Rigour: Researchers should aim to produce and disseminate work of the highest quality, applying rigour, in line with prevailing disciplinary norms and standards in performing research and using appropriate methods; in adhering to an agreed protocol where appropriate; in drawing interpretations and conclusions from the research; and in communicating the results.
Transparency and open communication: Researchers should promote the open exchange of ideas, research methods, data and results and their discussion, scrutiny and debate, subject to any considerations of confidentiality. They should demonstrate openness in declaring potential competing interests; in the reporting of research data collection methods; in the analysis and interpretation of data; in making research findings widely available, which includes publishing or otherwise sharing negative or null results to recognise their value as part of the research process; and in presenting the work to other researchers and to the public
Care and respect: Researchers should show care and respect for all participants in research, and for the subjects, users and beneficiaries of research, including humans, animals, the environment and cultural objects. They should report and address any concerns relating to the dignity, rights, safety and well-being of those involved in research to their supervisor, their PI or head of department. Research should be initiated and continued only if the risks to those who might be affected by the research have been subjected to suitable and appropriate risk assessment and appropriate risk controls put in place. Those engaged with research must also show care and respect for the integrity of the research record.

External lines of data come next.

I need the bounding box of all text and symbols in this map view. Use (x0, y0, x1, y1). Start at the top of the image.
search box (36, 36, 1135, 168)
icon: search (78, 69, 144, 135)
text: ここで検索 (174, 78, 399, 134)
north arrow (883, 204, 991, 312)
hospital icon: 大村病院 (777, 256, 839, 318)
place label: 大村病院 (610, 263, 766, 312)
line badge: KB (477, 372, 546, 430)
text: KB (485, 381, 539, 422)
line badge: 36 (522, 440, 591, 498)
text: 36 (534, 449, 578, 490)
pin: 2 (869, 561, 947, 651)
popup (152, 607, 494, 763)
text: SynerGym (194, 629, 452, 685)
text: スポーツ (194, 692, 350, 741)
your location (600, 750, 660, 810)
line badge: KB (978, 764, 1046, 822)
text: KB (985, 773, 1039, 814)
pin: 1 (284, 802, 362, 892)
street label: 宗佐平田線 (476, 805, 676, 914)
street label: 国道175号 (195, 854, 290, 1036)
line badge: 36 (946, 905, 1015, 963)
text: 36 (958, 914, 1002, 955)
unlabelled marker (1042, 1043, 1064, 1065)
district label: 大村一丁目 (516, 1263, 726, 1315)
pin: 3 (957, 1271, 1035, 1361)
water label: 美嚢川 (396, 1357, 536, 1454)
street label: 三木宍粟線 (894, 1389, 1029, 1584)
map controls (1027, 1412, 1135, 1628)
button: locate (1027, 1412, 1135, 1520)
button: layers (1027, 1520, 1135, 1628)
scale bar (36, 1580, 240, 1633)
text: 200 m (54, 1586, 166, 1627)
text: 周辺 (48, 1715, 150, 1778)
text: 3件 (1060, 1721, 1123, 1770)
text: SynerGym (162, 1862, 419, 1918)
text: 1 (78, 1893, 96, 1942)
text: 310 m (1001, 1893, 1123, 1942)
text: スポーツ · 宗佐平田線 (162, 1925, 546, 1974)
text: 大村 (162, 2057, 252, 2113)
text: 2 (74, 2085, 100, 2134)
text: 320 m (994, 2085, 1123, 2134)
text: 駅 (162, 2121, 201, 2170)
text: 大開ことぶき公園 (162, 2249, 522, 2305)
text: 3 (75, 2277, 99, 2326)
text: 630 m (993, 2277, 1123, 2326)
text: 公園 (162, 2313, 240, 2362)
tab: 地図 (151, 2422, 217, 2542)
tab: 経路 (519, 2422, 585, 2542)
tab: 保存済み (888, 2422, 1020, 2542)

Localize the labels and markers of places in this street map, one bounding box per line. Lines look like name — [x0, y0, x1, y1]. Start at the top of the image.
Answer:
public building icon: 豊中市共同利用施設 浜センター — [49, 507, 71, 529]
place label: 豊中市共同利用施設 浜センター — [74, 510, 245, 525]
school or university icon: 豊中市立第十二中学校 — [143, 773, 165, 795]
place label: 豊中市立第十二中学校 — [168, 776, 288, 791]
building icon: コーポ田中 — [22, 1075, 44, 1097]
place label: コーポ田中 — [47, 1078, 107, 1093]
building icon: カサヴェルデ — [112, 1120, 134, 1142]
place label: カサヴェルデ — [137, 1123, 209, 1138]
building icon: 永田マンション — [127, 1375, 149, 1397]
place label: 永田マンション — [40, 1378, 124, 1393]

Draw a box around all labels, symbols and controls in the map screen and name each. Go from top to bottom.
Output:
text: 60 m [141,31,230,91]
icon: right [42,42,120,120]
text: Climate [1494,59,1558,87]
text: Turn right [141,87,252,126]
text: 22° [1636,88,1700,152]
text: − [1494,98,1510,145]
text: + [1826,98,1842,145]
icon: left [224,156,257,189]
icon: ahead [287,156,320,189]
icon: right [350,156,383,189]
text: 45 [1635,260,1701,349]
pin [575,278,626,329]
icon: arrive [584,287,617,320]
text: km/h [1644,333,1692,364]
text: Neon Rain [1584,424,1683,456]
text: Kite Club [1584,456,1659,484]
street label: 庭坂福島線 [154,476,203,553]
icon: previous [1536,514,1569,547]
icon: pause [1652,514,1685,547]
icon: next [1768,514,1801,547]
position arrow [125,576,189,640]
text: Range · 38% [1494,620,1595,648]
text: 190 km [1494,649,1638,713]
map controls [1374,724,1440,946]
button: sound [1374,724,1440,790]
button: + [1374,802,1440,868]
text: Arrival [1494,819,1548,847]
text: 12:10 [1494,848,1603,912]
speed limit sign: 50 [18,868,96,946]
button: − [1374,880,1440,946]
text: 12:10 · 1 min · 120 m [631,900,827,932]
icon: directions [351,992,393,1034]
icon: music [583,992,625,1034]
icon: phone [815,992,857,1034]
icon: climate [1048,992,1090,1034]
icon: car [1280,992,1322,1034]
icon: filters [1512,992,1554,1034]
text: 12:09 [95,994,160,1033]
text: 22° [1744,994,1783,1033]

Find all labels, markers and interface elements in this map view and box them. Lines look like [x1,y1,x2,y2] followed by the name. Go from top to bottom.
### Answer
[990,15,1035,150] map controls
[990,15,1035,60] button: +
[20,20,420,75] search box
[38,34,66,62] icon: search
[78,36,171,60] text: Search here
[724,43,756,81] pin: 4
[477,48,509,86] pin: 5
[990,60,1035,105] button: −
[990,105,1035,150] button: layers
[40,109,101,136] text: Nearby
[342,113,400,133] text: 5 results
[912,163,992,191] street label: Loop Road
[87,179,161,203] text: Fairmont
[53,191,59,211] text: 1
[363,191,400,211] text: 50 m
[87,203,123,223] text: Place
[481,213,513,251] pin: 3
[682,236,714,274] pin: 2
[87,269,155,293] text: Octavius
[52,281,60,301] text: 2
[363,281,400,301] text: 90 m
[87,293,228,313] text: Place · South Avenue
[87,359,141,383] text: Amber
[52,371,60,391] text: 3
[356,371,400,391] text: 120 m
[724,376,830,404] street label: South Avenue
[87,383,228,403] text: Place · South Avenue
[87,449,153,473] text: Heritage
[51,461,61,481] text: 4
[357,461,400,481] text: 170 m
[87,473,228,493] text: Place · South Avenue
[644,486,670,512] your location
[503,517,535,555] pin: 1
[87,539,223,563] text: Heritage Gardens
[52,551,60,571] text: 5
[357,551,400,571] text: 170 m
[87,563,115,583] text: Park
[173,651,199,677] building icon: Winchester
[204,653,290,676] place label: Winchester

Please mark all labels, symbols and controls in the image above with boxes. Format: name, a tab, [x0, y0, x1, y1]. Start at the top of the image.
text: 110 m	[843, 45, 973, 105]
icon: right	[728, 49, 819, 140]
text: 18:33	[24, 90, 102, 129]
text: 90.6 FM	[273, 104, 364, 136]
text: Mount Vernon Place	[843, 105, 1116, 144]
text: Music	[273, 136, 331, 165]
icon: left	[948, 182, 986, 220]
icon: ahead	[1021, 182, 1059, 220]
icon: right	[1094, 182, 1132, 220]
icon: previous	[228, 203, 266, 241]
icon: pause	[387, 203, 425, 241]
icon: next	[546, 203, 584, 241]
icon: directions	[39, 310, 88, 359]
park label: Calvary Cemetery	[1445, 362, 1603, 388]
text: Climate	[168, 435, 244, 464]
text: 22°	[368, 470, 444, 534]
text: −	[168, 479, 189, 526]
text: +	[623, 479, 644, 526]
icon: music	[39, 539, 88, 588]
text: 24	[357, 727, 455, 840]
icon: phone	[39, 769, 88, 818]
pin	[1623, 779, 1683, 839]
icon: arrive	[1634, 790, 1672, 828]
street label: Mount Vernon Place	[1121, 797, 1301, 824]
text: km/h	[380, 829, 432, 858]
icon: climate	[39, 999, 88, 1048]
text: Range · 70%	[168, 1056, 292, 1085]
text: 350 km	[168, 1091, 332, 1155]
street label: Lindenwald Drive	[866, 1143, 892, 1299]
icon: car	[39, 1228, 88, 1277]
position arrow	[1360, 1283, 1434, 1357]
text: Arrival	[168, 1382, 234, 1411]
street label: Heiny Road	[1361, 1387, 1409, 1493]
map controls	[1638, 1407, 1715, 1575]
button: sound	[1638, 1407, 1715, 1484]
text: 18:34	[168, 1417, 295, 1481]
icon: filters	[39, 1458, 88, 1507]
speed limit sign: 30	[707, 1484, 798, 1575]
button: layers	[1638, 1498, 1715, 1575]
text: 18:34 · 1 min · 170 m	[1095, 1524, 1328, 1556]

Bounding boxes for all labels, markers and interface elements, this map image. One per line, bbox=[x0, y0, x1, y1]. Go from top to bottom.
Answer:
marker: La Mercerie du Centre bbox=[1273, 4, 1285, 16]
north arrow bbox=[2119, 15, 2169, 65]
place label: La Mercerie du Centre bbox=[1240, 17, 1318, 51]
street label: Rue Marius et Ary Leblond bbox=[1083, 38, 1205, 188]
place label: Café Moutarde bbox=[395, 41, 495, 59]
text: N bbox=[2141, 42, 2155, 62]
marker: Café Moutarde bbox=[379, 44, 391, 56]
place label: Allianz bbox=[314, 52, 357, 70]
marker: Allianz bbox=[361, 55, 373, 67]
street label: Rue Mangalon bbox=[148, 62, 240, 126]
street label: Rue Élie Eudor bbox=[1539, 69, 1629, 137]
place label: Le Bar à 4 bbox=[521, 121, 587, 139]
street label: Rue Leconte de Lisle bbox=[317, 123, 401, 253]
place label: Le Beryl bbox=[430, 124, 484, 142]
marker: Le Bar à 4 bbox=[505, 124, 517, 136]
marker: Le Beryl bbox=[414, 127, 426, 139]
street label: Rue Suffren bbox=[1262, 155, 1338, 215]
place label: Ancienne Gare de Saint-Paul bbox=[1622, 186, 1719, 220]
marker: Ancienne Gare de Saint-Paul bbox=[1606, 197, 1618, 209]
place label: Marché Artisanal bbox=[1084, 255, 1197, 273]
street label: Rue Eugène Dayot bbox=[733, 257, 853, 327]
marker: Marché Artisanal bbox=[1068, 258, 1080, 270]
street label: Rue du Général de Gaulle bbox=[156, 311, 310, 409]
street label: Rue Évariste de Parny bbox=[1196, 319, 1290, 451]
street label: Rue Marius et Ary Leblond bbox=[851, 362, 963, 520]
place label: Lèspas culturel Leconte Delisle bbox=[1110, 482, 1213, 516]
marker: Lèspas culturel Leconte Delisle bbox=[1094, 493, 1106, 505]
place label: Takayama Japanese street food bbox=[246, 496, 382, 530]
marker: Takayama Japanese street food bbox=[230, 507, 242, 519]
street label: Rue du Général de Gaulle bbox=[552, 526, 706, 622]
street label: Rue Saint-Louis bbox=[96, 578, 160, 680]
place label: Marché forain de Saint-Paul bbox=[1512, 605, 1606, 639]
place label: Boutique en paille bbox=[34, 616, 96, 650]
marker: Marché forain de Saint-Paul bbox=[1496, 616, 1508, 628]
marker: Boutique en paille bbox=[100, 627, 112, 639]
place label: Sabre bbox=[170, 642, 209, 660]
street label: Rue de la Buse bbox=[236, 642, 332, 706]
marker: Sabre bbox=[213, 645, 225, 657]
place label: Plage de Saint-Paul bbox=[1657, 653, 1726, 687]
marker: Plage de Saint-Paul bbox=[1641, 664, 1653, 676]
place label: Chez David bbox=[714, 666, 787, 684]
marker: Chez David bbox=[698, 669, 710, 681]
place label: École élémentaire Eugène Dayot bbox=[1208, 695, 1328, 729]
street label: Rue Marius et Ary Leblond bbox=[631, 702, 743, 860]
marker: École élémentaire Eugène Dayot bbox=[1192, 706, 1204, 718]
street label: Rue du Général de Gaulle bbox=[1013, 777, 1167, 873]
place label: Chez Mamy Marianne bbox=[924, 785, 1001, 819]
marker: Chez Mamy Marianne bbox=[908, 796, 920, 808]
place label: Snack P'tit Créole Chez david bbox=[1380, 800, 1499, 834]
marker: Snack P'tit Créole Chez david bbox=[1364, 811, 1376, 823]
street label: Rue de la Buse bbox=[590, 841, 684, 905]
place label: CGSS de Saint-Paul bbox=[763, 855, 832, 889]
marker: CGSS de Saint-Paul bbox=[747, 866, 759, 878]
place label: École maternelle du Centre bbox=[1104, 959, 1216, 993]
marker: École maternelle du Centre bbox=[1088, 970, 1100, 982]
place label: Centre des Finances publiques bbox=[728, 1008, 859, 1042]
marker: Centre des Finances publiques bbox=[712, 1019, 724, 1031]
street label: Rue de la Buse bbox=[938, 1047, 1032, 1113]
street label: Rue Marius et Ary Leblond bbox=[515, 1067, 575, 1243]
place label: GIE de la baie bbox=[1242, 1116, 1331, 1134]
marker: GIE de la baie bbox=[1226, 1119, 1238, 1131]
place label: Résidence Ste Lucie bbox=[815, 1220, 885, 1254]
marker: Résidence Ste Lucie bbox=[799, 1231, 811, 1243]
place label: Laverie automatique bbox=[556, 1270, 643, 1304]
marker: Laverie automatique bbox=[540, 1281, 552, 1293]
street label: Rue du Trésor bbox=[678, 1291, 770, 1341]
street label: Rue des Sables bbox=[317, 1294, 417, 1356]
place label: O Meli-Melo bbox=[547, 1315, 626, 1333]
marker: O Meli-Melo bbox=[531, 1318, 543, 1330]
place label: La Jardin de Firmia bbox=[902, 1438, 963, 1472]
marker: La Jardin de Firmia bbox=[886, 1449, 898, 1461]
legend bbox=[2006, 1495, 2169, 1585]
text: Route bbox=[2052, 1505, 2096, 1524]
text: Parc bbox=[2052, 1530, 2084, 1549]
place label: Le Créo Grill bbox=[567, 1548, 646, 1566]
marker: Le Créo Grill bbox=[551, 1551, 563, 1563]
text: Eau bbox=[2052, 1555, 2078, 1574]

Accountability: Researchers, with Heads of Department, other areas of the University and funders of research, are collectively accountable for creating a research environment in which individuals and organisations are empowered and enabled to own the research process. Researchers should take responsibility for their own conduct, and do their part to ensure individuals are held to account when behaviour falls short of expected standards. Researchers should recognise that in and through their work they are immediately accountable to their supervisor, their PI and Head of Department and should act accordingly. They should ensure that any research undertaken complies with any agreements, terms and conditions relating to the project, and allows for proper governance and transparency. Researchers should follow the requirements and guidance of any professional bodies in their field of research. Researchers who are members of a regulated profession must follow the requirements and guidance of the body regulating their profession.